Numerous world records and Olympic records were set in various events at the 2024 Summer Olympics in Paris. Some events, such as rowing, occur under variable weather conditions that can unfairly benefit an athlete's performance through no fault of their own.
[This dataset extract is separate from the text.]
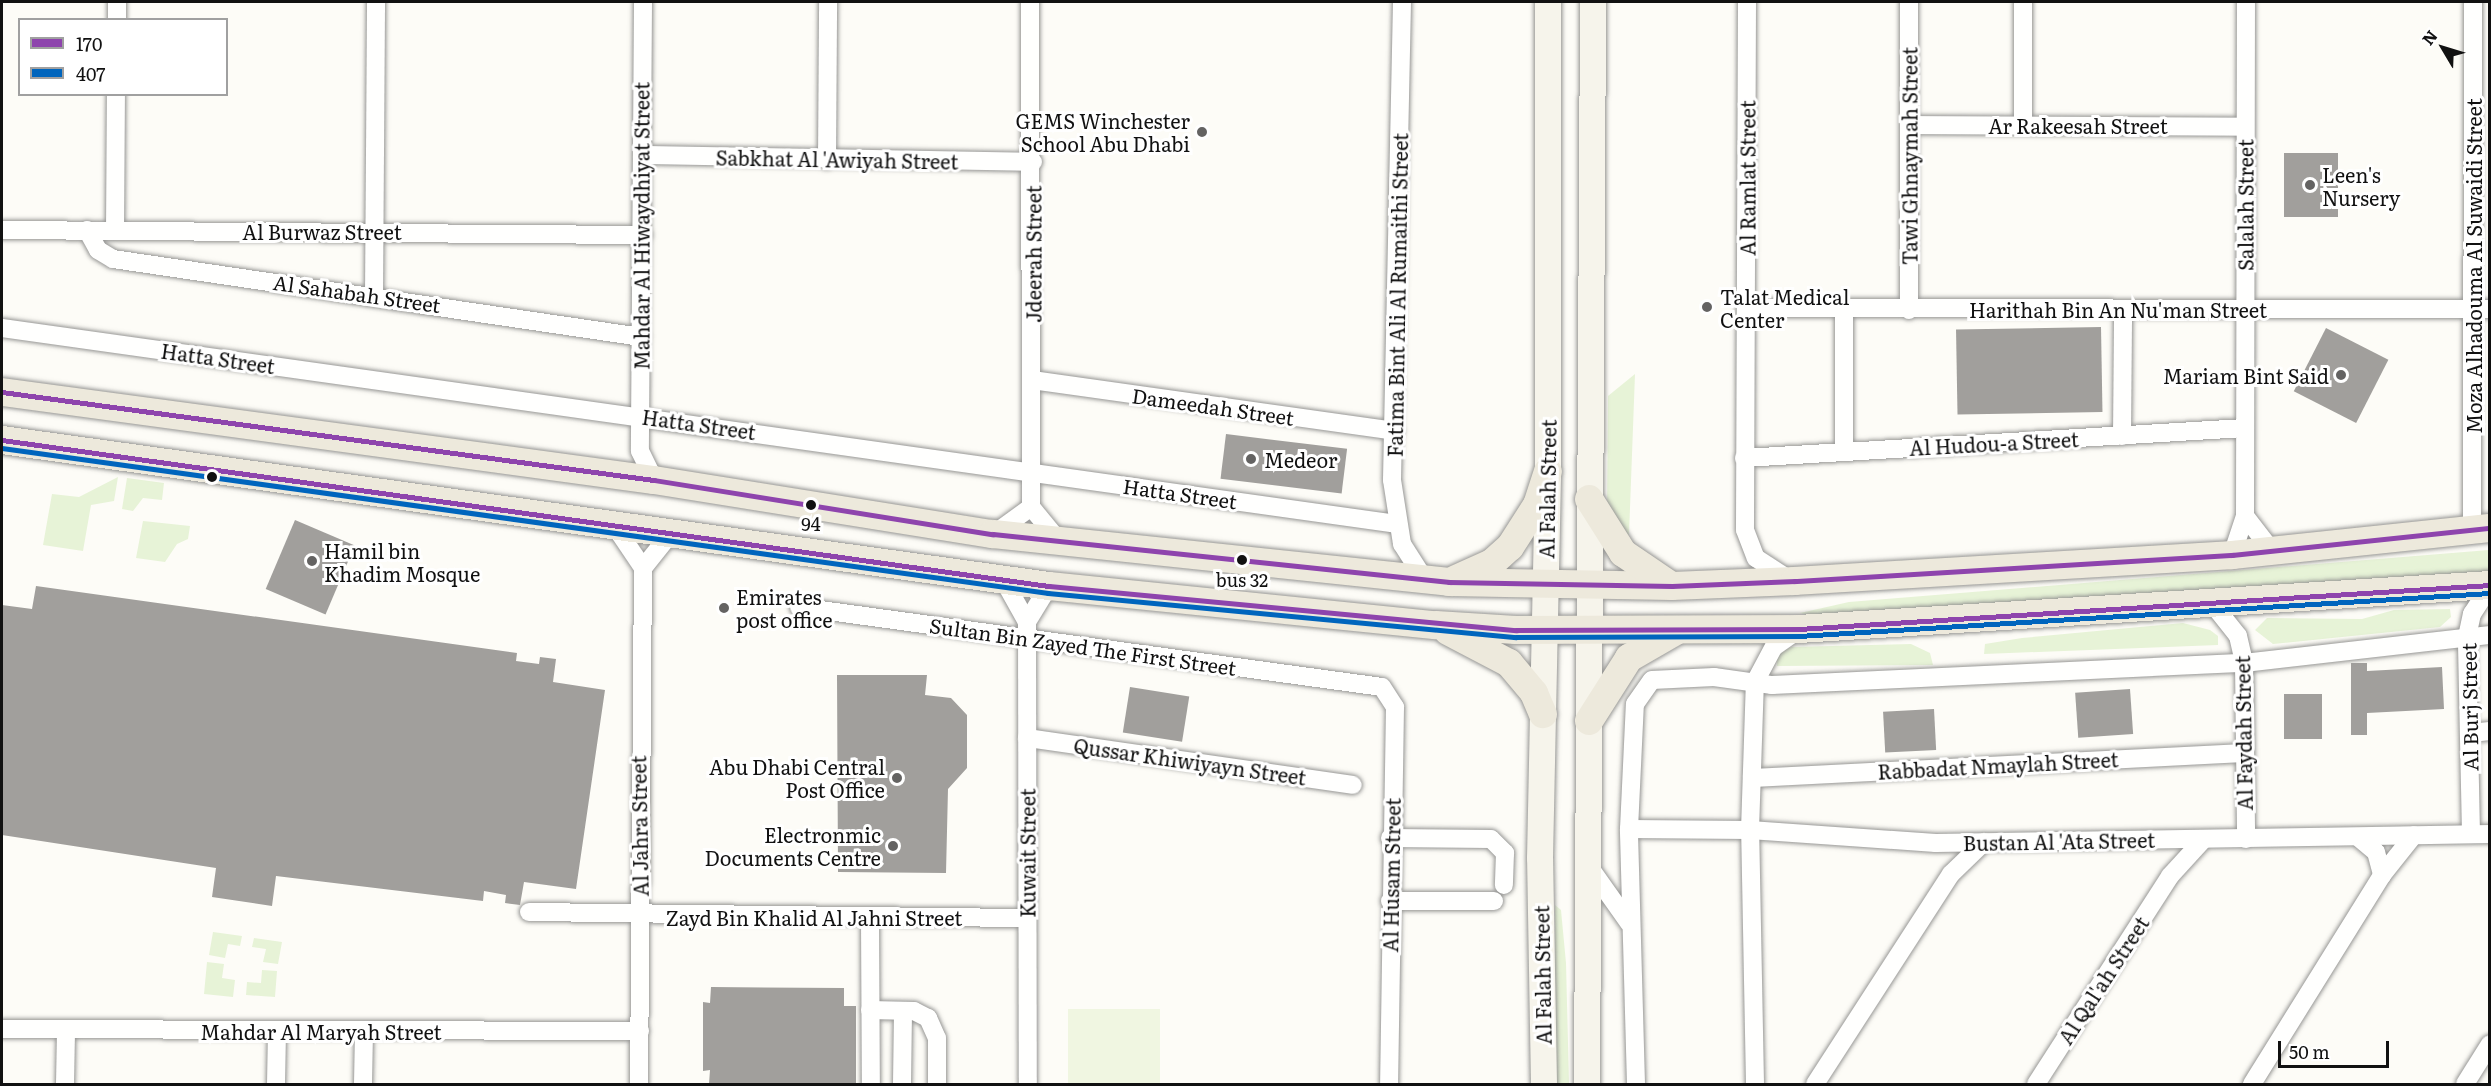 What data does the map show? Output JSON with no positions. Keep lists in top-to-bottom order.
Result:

For these disciplines, there are no official records but rather Olympic best and world best times.
==Archery==

| Event | Round | Name | Nation | Score | Date | Record |
|---|---|---|---|---|---|---|
| Women's individual | Ranking round | Lim Si-hyeon | South Korea | 694 | 25 July | WR |
| Women's team | Ranking round | Jeon Hun-young Lim Si-hyeon Nam Su-hyeon | South Korea | 2046 | 25 July | OR |
| Mixed team | Ranking round | Kim Woo-jin Lim Si-hyeon | South Korea | 1380 | 25 July | OR |

==Athletics==

| Event | Round | Name | Nation | Score | Date | Record |
|---|---|---|---|---|---|---|
| Men's 10,000 metres | Final | Joshua Cheptegei | Uganda | 26:43.14 | 2 August | OR |
| Mixed 4 × 400 metres relay | Round 1 | Vernon Norwood Shamier Little Bryce Deadmon Kaylyn Brown | United States | 3:07.41 | 2 August | WR |
| Men's decathlon | Discus throw | Lindon Victor | Grenada | 53.91 | 3 August | ODB |
| Men's decathlon | Javelin throw | Niklas Kaul | Germany | 77.78 | 3 August | ODB |
| Men's pole vault | Final | Armand Duplantis | Sweden | 6.25 m | 5 August | WR |
| Men's 1,500 metres | Final | Cole Hocker | United States | 3:27.65 | 6 August | OR |
| Women's 3,000 metres steeplechase | Final | Winfred Yavi | Bahrain | 8:52.76 | 6 August | OR |
| Men's discus throw | Final | Roje Stona | Jamaica | 70.00 | 7 August | OR |
| Men's javelin throw | Final | Arshad Nadeem | Pakistan | 92.97 m | 8 August | OR |
| Women's 400 metres hurdles | Final | Sydney McLaughlin-Levrone | United States | 50.37 | 8 August | WR |
| Women's 400 metres | Final | Marileidy Paulino | Dominican Republic | 48.17 | 9 August | OR |
| Men's marathon | Final | Tamirat Tola | Ethiopia | 2:06.26 | 10 August | OR |
| Men's 4 × 400 metres relay | Final | Christopher Bailey Vernon Norwood Bryce Deadmon Rai Benjamin | United States | 2:54.43 | 10 August | OR |
| Women's 1,500 metres | Final | Faith Kipyegon | Kenya | 3:51.29 | 10 August | OR |
| Women's marathon | Final | Sifan Hassan | Netherlands | 2:22:55 | 11 August | OR |

- All world records (WR) are consequently Olympic records (OR).

==Canoe sprint==

There are no world or Olympic records in canoeing due to the variability of weather conditions. Instead, there are world and Olympic best times that are taken over the standard international canoeing distances.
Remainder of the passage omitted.